Cookbook Entry - Case insensitive array search


(James Cook-3) #1

This is actually a legitimate request for help from the group, but I am
writing it as a cookbook entry with the thought that it could eventually
make its way into a cookbook section of the elasticsearch website which
could be the basis for some user documentation to supplement the reference
documentation that currently exists. I would like the group to do a few
things:

  1. Correct any bad descriptions.
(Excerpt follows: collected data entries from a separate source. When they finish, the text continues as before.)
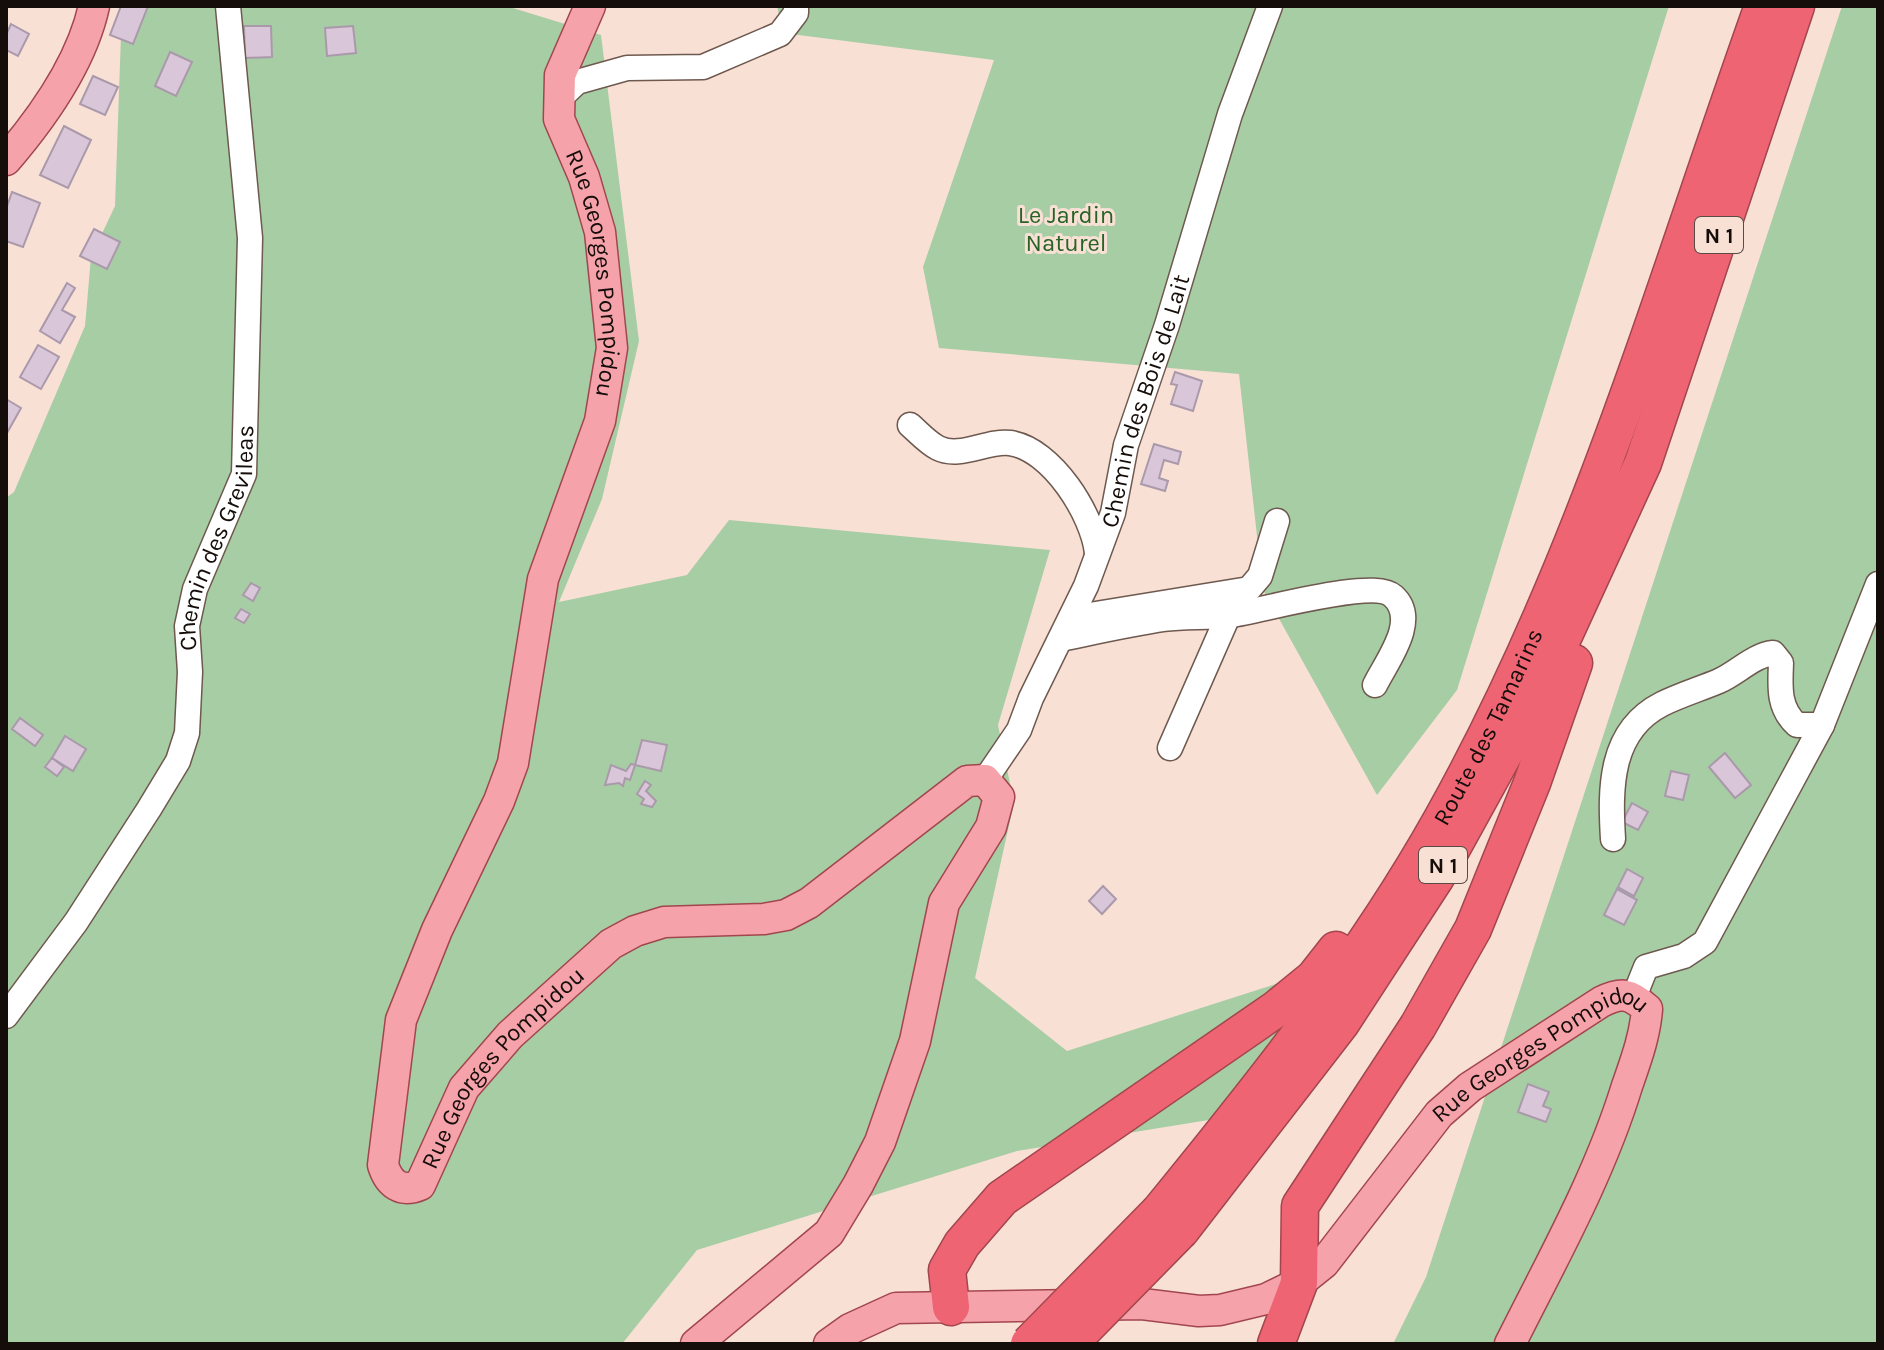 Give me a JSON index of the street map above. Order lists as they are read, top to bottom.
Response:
{
  "streets": {
    "highway": ["N 1", "Route des Tamarins"],
    "main road": ["Rue Georges Pompidou"],
    "street": ["Chemin des Bois de Lait", "Chemin des Grevileas"]
  },
  "crossings": [
    ["Rue Georges Pompidou", "Chemin des Bois de Lait"]
  ],
  "parks": ["Le Jardin Naturel"]
} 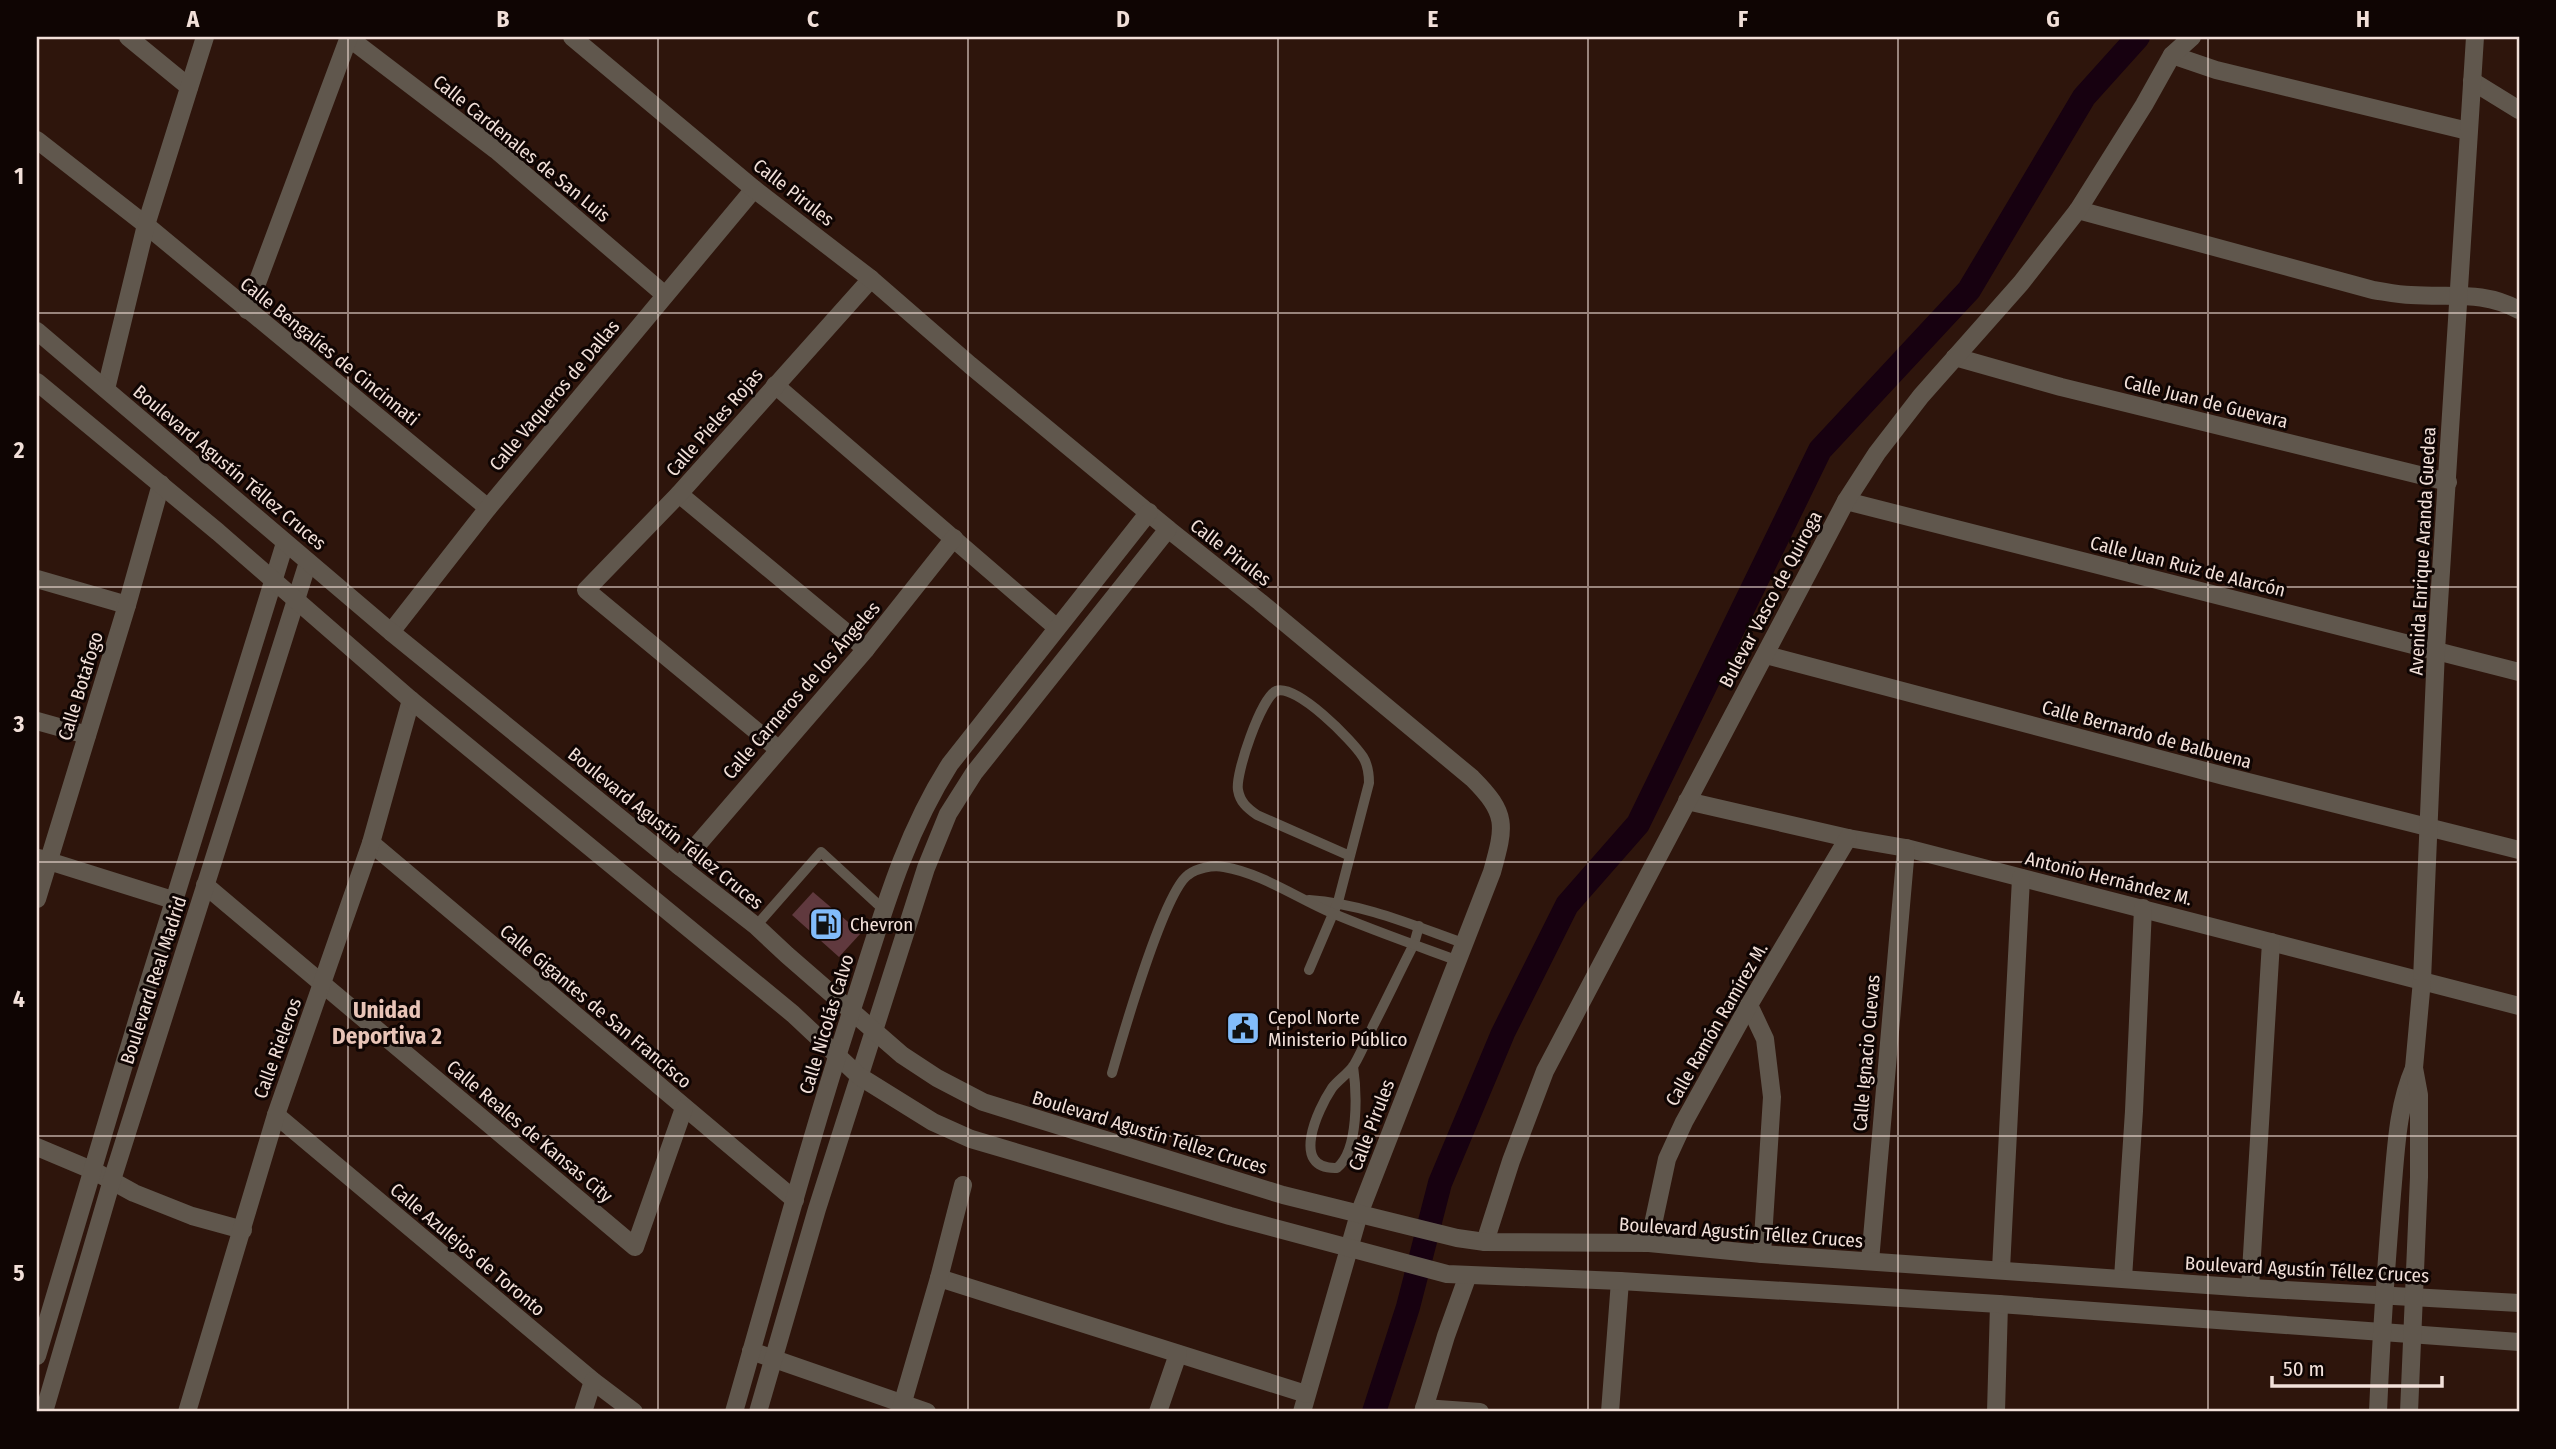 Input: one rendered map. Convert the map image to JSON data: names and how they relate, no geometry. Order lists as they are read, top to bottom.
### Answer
{
  "streets": {
    "street": [
      "Calle Cardenales de San Luis",
      "Calle Pirules",
      "Calle Bengalíes de Cincinnati",
      "Calle Vaqueros de Dallas",
      "Calle Juan de Guevara",
      "Calle Pieles Rojas",
      "Boulevard Agustín Téllez Cruces",
      "Avenida Enrique Aranda Guedea",
      "Calle Juan Ruiz de Alarcón",
      "Bulevar Vasco de Quiroga",
      "Calle Botafogo",
      "Calle Carneros de los Ángeles",
      "Calle Bernardo de Balbuena",
      "Antonio Hernández M.",
      "Boulevard Real Madrid",
      "Calle Gigantes de San Francisco",
      "Calle Nicolás Calvo",
      "Calle Ramón Ramírez M.",
      "Calle Rieleros",
      "Calle Ignacio Cuevas",
      "Calle Reales de Kansas City",
      "Calle Azulejos de Toronto"
    ]
  },
  "crossings": [
    ["Calle Cardenales de San Luis", "Calle Vaqueros de Dallas"],
    ["Calle Pirules", "Calle Vaqueros de Dallas"],
    ["Calle Pirules", "Calle Pieles Rojas"],
    ["Calle Pirules", "Boulevard Agustín Téllez Cruces"],
    ["Calle Pirules", "Calle Nicolás Calvo"],
    ["Calle Bengalíes de Cincinnati", "Calle Vaqueros de Dallas"],
    ["Calle Vaqueros de Dallas", "Boulevard Agustín Téllez Cruces"],
    ["Calle Juan de Guevara", "Avenida Enrique Aranda Guedea"],
    ["Calle Juan de Guevara", "Bulevar Vasco de Quiroga"],
    ["Calle Pieles Rojas", "Calle Carneros de los Ángeles"],
    ["Boulevard Agustín Téllez Cruces", "Avenida Enrique Aranda Guedea"],
    ["Boulevard Agustín Téllez Cruces", "Bulevar Vasco de Quiroga"],
    ["Boulevard Agustín Téllez Cruces", "Calle Carneros de los Ángeles"],
    ["Boulevard Agustín Téllez Cruces", "Boulevard Real Madrid"],
    ["Boulevard Agustín Téllez Cruces", "Calle Nicolás Calvo"],
    ["Boulevard Agustín Téllez Cruces", "Calle Ramón Ramírez M."],
    ["Boulevard Agustín Téllez Cruces", "Calle Ignacio Cuevas"],
    ["Avenida Enrique Aranda Guedea", "Calle Juan Ruiz de Alarcón"],
    ["Avenida Enrique Aranda Guedea", "Calle Bernardo de Balbuena"],
    ["Avenida Enrique Aranda Guedea", "Antonio Hernández M."],
    ["Calle Juan Ruiz de Alarcón", "Bulevar Vasco de Quiroga"],
    ["Bulevar Vasco de Quiroga", "Calle Bernardo de Balbuena"],
    ["Bulevar Vasco de Quiroga", "Antonio Hernández M."],
    ["Antonio Hernández M.", "Calle Ramón Ramírez M."],
    ["Antonio Hernández M.", "Calle Ignacio Cuevas"],
    ["Boulevard Real Madrid", "Calle Reales de Kansas City"],
    ["Calle Gigantes de San Francisco", "Calle Nicolás Calvo"],
    ["Calle Gigantes de San Francisco", "Calle Rieleros"],
    ["Calle Gigantes de San Francisco", "Calle Reales de Kansas City"],
    ["Calle Rieleros", "Calle Reales de Kansas City"],
    ["Calle Rieleros", "Calle Azulejos de Toronto"]
  ],
  "districts": ["Unidad Deportiva 2"],
  "places": {
    "fuel station": ["Chevron"],
    "public building": ["Cepol Norte Ministerio Público"]
  },
  "scale_bar": "50 m",
  "grid": {
    "columns": [
      "A",
      "B",
      "C",
      "D",
      "E",
      "F",
      "G",
      "H"
    ],
    "rows": [
      "1",
      "2",
      "3",
      "4",
      "5"
    ]
  }
}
Be picky about terminology.
  2. Offer alternative solutions
  3. Offer up any other comments

Once the example is accurate and alternatives are vetted, this example
could then be added to a pull request for a cookbook section of the site.
*
*
Overview

A JSON object may include an array of strings by which it will need to be
queried. This string array may be a list of tags assigned to a blog post,
or in our example a list of roles assigned to a user. For our example, we
want to supply multiple roles and return a hit if any of the roles supplied
matches the roles assigned to the user. Oh yeah, we don't want to consider
case when performing our search.

Setup

Because we want case insensitivity in our search, we have to initialize a
custom analyzer for the roles field. The custom analyzer,
"lowercase_keyword" is defined in the elasticsearch.yml file.

index :
analysis :
analyzer :
lowercase_keyword :
type : custom
tokenizer : keyword
filter : [lowercase]

Create the index and add the mapping file:

curl -XPOST localhost:9200/cookbook -d '{
"mappings" : {
"profiles" : {
"properties" : {
"username":{"type": "string", "index": "not_analyzed"},
"roles":{"type": "string", "index": "analyzed",
"analyzer":"lowercase_keyword"}
}
}
}
}'

Test Data

curl -XPUT 'localhost:9200/cookbook/profiles/1' -d '
{ "username" : "fred", "roles" : ["ROLE_ADMIN"] }'
curl -XPUT 'localhost:9200/cookbook/profiles/2' -d '
{ "username" : "wilma", "roles" : ["ROLE_WIFE"] }'
curl -XPUT 'localhost:9200/cookbook/profiles/3' -d '
{ "username" : "barney", "roles" : ["ROLE_USER"] }'
curl -XPUT 'localhost:9200/cookbook/profiles/4' -d '
{ "username" : "betty", "roles" : ["ROLE_WIFE","role_user"] }'

Querying

Because of the case insensitive use case, our search must be a query and
our criteria must be analyzed by the same lowercase_keyword tokenizer by
which our documents were indexed.

Example 1
curl -XPOST 'localhost:9200/cookbook/profiles/_search' -d '
{
"query": {
"field": {
"roles": "role_wife"
}
}
}'

This satisfies a query for a single role, however multiple roles will have
to be conjoined using an OR clause.

Example 2
curl -XPOST 'localhost:9200/cookbook/profiles/_search' -d '
{
"query": {
"field": {
"roles": "role_admin OR role_USER"
}
}
}'

Filtering

If we were to permit ourselves some pre-processing of the search criteria,
we can simulate the results of a query using a straight filter approach.
The following filter provides the same results as in Example 2 above.
However, the search criteria must be lowercased in order to match the case
for the respective terms that have been processed with the
lowercase_keyword analyzer.

Example 3
curl -XPOST 'localhost:9200/cookbook/profiles/_search' -d '
{
"query":{
"constant_score":{
"filter":{
"or":[
{ "term": { "roles" : "role_admin" } },
{ "term": { "roles" : "role_user" } }
]
}
}
}
}'


(Shay Banon) #2

Looks great!, I would add also a sample of how to configure the analyzer
also as part of the create index request.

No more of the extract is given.